Stan Winston, the Hollywood monster-maker whose designs include the Terminator, has teamed up with Professor Cynthia Breazeal of MIT, whose field is artificial intelligence, to produce Leonardo, a robot with "robot emotions." The fact that it looks like a cross between an Ewok and a Mogwai of Gremlins is purely coincidental. [This paragraph has been corrected post-publication.]
And speaking of toy tech, Vanity Fair takes a look at McFarlane Toys and declares this "a golden age of action figures." Private sources agree. Me, I wonder.
It's certainly an exciting time to be an action figure manufacturer. I mean, you can market figures of librarians, samurai and famous sinners. Granted, Eve appears to be a transvestite in green lacquer paint. But if he or she can make it, anybody can!

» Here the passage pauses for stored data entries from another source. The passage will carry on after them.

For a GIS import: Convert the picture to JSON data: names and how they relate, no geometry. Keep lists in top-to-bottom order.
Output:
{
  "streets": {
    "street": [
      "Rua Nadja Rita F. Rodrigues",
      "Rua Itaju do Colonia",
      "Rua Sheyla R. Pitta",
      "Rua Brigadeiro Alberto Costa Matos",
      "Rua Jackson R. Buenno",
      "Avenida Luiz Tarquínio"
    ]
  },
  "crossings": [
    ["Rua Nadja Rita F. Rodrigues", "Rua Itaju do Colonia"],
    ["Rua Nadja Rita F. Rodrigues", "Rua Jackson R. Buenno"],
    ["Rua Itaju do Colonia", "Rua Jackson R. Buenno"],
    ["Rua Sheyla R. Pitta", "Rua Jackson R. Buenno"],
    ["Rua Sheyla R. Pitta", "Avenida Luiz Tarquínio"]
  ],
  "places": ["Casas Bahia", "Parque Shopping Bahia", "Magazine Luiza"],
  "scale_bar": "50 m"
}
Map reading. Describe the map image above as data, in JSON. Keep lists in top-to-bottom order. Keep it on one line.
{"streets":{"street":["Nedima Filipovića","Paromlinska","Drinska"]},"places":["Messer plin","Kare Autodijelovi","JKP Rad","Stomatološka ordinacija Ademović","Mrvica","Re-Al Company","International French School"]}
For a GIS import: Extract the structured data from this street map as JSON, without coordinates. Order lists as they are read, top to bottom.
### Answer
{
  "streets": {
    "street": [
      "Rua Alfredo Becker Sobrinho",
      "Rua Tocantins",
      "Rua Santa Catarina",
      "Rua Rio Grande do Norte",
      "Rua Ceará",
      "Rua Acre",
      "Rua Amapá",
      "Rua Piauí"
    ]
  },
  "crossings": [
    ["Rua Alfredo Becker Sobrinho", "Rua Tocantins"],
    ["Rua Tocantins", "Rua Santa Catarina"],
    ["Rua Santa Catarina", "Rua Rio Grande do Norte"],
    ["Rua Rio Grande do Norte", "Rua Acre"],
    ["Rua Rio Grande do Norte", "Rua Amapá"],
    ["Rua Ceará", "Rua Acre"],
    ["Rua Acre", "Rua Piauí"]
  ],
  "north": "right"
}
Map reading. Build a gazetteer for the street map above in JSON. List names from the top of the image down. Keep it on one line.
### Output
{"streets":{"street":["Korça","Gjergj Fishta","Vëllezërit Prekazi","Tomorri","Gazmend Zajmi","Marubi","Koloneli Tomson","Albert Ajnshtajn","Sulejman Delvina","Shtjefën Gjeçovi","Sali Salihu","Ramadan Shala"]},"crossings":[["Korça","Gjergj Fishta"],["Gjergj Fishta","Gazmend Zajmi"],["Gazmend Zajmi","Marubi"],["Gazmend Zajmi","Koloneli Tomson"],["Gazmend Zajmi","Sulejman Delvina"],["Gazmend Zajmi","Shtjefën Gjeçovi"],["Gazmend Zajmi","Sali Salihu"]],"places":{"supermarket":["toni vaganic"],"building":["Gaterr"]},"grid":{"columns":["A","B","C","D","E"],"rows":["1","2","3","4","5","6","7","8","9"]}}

I dunno. I'm not knocking the craft that McFarlane and others have brought to what was a criminally underrated industry, ten years back. Nor am I a Toy Story II fan who believes that toys only exist to be played with, and the current toy-as-art market has no validity. (When toys become ONLY art-- when action figures stop being made for children-- THEN the industry has a problem, but only then.)
But it seems to me like the craft of action figures has itself become a kind of plaything. You see it in headlines like (deep breath): "BARBIE® DOLL AND KEN® DOLL CAPTURE THE MAGIC AND MAJESTY OF ARWEN AND ARAGORN OF THE LORD OF THE RINGS: THE RETURN OF THE KING." How many movies are going to get this treatment before even the most avid collectors have had enough to last 'em a while?
I don'y know why this should bother me, really. It is a great time for action figures. Maybe it's just being told that it's a "golden age." The problem with golden ages is that they end.
Correction: Orgasmatrons were not featured by name in Barbarella as previously reported, but in Woody Allen's Sleeper. The sex device in Barbarella was called an Excessive Machine. Special thanks to Lawrence King.